> WHAT THE TASK REQUIRES: Leave the pictures out and write out exactly the lines from the top of the entries through the line containing "background:var(--page); color:var(--text); height:100vh;".

> SOURCE DATA:
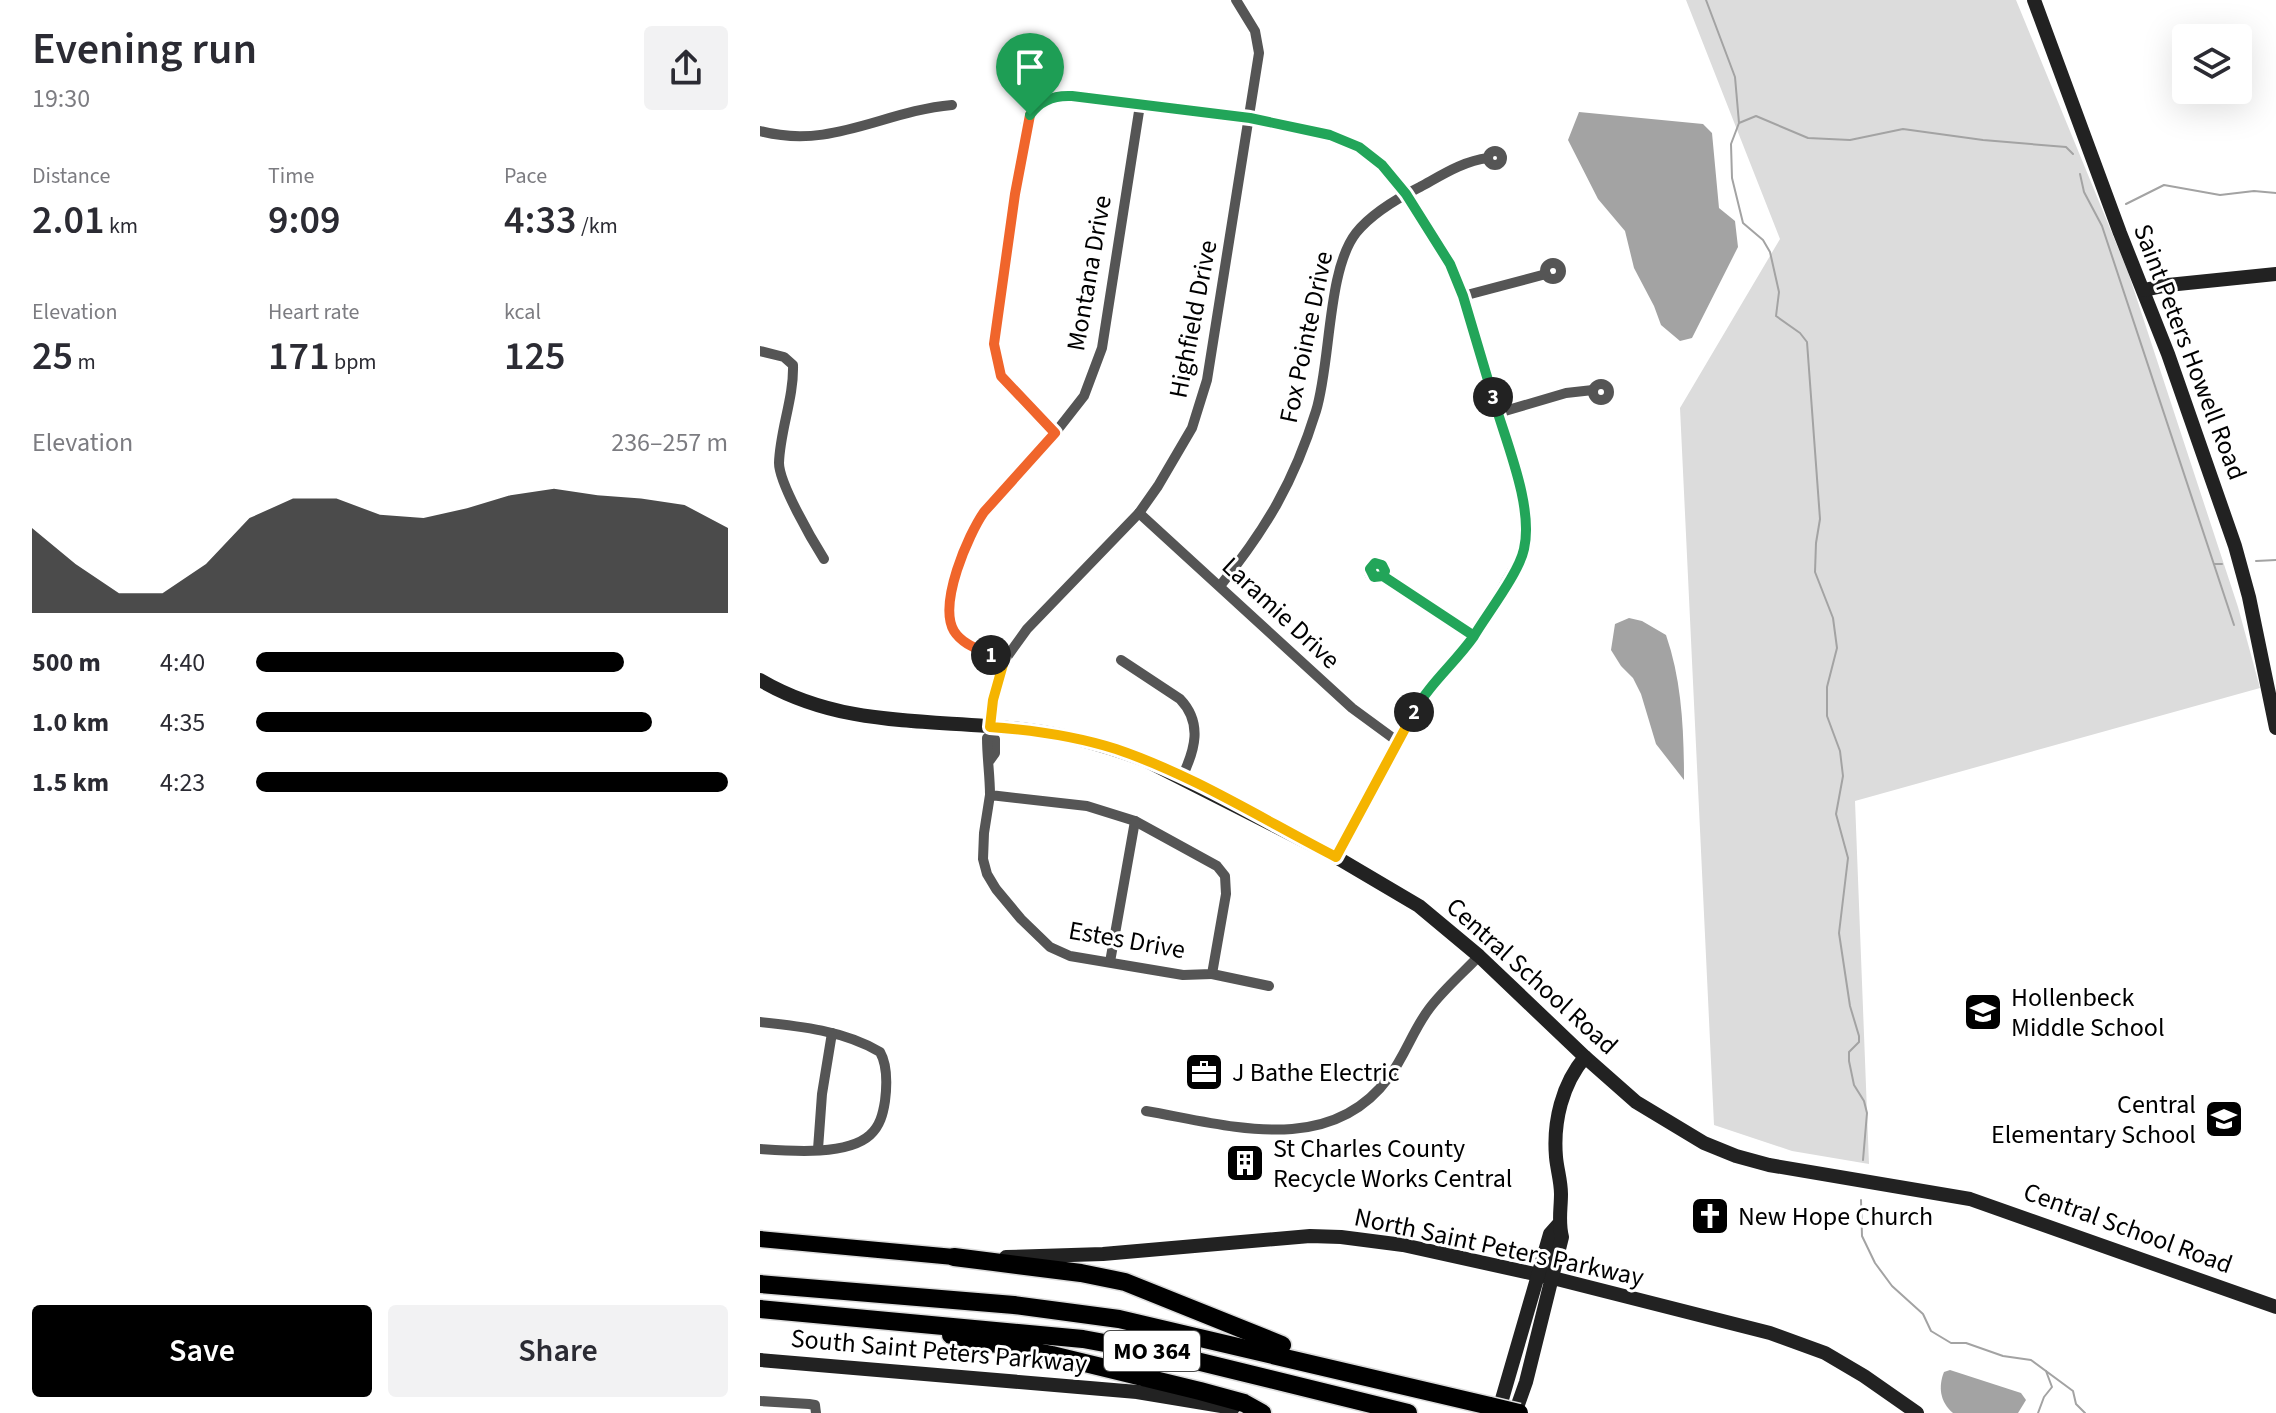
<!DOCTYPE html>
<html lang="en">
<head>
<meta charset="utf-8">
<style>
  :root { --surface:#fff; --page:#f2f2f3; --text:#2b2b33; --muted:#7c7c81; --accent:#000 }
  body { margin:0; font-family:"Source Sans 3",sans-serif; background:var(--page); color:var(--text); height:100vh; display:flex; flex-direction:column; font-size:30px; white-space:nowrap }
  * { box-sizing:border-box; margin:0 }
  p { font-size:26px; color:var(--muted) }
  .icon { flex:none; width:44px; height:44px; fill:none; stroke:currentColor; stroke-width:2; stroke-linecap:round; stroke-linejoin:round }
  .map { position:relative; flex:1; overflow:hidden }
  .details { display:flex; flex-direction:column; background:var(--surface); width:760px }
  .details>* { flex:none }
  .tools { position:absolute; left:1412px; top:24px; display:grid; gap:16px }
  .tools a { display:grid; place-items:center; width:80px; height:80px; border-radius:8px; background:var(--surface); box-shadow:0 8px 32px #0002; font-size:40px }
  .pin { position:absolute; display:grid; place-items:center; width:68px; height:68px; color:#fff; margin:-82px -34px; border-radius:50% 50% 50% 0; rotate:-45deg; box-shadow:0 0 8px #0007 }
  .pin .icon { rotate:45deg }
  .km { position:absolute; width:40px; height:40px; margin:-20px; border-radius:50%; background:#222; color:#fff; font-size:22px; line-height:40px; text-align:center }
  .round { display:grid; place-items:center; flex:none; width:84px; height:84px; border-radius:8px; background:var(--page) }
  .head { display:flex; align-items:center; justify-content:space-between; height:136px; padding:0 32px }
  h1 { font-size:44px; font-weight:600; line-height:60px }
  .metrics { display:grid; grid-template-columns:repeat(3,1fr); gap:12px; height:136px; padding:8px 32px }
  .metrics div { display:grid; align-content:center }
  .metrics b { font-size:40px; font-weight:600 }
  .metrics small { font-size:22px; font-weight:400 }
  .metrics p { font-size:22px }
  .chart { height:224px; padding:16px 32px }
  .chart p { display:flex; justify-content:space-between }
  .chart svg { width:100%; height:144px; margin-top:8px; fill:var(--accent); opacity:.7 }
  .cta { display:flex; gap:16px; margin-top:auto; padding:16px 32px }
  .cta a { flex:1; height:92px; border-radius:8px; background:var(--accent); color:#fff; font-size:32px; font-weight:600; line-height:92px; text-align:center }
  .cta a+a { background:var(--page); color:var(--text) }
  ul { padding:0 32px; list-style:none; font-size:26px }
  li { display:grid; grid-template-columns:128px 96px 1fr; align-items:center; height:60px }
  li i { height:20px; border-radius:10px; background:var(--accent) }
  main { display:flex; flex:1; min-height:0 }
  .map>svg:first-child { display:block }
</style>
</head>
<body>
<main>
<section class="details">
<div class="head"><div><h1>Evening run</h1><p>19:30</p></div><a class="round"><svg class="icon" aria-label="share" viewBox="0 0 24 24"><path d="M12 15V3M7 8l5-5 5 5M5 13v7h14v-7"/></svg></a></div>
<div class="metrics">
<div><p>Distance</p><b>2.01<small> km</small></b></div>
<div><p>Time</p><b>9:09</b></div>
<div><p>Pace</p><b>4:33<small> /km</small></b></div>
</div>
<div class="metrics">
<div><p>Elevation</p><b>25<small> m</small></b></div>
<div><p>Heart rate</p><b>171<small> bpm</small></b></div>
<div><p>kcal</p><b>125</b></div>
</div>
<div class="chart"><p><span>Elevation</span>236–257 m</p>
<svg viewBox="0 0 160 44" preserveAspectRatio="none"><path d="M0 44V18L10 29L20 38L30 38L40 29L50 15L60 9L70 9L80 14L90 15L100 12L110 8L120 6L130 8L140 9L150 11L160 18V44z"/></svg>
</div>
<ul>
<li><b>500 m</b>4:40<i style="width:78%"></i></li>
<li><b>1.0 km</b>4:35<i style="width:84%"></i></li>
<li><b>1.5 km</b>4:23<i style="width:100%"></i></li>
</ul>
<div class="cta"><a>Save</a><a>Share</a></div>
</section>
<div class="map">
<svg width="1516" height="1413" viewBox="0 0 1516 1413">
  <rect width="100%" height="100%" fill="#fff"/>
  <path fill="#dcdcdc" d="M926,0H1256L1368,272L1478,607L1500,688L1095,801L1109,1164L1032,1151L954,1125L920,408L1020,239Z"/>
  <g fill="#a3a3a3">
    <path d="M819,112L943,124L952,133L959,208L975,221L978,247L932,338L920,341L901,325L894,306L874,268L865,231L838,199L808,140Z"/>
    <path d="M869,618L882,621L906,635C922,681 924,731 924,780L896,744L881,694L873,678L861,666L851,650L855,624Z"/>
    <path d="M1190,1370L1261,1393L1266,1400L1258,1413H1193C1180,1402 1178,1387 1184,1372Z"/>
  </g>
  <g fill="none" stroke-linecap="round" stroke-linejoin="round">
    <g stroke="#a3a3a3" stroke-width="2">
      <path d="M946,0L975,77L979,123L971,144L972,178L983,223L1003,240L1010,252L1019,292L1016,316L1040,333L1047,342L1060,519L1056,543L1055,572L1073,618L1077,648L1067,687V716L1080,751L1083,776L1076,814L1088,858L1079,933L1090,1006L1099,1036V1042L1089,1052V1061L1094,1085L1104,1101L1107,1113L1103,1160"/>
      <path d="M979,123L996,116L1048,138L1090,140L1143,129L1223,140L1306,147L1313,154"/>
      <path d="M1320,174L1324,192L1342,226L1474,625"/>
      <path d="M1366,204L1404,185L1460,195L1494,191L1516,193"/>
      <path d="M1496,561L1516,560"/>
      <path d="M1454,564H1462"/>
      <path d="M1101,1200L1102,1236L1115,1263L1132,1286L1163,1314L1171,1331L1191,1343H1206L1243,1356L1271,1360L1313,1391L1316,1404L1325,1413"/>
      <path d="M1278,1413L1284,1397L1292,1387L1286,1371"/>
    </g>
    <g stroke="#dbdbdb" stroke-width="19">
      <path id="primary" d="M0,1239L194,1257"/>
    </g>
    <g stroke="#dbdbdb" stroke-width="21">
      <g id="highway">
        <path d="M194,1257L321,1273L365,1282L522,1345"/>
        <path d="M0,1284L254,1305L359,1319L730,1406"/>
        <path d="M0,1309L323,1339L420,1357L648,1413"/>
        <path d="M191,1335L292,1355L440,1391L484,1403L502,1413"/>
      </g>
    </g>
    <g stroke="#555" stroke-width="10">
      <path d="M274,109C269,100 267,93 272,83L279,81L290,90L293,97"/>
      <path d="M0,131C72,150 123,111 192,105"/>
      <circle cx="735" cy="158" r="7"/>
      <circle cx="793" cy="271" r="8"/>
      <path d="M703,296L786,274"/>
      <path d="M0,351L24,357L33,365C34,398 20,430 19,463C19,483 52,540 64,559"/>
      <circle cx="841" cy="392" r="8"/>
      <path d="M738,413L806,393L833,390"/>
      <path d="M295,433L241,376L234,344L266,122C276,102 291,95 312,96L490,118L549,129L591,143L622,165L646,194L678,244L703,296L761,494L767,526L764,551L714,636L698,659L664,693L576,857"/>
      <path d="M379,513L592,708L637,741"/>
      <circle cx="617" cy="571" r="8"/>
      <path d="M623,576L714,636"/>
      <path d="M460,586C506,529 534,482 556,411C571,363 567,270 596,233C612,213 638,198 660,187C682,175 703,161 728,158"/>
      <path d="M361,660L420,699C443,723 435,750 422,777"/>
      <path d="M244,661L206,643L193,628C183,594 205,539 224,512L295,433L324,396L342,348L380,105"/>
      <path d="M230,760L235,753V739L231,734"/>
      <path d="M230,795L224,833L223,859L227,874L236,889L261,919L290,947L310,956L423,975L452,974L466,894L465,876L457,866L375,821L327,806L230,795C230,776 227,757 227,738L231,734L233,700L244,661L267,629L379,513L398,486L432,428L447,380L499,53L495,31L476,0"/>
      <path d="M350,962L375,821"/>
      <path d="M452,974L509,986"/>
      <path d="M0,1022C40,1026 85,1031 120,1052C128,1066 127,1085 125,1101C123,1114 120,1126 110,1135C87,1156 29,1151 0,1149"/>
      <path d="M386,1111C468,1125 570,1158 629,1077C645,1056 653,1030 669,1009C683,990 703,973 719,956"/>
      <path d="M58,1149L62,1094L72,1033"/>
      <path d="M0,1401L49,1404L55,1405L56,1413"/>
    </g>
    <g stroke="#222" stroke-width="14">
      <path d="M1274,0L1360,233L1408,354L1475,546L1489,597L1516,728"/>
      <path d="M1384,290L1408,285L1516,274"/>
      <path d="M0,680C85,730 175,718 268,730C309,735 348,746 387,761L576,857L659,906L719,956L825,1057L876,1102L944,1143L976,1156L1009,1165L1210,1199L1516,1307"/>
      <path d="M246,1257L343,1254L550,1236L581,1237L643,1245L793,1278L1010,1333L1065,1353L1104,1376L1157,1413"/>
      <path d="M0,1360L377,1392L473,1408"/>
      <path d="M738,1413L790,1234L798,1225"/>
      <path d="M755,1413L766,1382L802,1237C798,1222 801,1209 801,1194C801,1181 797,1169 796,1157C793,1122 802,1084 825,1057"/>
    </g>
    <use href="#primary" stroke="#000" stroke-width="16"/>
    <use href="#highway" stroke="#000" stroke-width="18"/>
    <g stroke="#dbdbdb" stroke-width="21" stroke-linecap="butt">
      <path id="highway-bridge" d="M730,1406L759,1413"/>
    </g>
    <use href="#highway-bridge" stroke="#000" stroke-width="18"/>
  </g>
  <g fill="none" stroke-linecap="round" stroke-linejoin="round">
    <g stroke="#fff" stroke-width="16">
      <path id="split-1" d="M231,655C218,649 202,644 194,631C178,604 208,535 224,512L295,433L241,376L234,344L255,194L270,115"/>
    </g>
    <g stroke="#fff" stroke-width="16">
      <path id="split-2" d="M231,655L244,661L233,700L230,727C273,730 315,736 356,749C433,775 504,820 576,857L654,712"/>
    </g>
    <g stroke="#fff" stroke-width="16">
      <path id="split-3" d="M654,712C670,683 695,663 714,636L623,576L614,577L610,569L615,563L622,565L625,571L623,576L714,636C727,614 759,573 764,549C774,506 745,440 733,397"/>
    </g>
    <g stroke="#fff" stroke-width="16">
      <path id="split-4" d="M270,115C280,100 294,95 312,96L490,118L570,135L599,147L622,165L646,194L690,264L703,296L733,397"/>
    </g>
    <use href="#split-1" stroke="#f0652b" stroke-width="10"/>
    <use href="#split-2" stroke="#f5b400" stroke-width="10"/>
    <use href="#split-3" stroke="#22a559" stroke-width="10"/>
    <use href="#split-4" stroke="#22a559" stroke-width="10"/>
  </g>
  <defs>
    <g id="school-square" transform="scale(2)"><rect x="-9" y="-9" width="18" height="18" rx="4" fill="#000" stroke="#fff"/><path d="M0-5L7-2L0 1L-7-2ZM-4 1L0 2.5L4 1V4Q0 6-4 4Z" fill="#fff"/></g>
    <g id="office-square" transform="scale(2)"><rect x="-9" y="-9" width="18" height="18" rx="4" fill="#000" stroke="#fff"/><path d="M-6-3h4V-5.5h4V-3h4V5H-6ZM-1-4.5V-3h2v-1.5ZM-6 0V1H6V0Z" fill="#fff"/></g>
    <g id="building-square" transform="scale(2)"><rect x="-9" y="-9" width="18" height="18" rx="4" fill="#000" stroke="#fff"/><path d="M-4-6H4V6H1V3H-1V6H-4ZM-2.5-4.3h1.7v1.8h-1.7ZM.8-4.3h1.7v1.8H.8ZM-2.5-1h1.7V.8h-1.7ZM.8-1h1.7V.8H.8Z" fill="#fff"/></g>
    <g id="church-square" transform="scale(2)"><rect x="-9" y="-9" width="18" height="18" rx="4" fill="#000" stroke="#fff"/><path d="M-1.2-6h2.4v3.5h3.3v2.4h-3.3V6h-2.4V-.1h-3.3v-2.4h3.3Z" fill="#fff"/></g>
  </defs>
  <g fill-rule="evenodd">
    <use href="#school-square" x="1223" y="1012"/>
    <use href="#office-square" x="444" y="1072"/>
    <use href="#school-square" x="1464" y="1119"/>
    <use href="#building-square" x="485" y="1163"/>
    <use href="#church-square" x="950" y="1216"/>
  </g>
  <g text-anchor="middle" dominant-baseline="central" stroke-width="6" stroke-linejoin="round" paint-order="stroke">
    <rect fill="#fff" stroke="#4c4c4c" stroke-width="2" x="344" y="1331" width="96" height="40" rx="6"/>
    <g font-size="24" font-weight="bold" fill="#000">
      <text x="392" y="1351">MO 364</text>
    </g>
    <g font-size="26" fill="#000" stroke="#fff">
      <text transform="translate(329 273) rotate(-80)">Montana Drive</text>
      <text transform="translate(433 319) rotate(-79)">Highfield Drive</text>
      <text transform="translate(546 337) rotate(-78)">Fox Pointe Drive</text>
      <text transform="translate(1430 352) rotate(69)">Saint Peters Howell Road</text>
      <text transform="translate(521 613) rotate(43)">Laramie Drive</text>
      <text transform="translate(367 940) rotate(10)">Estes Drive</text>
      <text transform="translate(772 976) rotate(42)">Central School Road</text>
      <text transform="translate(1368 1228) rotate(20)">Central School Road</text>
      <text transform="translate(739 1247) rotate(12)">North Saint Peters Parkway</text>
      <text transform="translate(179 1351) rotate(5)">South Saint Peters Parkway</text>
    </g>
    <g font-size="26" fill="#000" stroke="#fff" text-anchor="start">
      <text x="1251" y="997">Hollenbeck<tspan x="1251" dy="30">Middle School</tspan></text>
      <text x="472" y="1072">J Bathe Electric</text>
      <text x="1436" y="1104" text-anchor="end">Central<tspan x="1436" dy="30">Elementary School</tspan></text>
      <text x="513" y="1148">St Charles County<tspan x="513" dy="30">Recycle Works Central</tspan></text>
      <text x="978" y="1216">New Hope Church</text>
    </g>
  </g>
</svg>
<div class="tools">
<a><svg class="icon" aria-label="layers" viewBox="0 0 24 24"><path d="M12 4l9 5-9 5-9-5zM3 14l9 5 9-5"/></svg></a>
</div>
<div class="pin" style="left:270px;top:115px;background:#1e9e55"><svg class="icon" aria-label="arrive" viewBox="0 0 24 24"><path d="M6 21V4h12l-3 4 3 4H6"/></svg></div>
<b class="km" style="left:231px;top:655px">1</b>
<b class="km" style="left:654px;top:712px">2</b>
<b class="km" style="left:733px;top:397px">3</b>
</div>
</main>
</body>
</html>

> EXPECTED OUTPUT:
<!DOCTYPE html>
<html lang="en">
<head>
<meta charset="utf-8">
<style>
  :root { --surface:#fff; --page:#f2f2f3; --text:#2b2b33; --muted:#7c7c81; --accent:#000 }
  body { margin:0; font-family:"Source Sans 3",sans-serif; background:var(--page); color:var(--text); height:100vh; display:flex; flex-direction:column; font-size:30px; white-space:nowrap }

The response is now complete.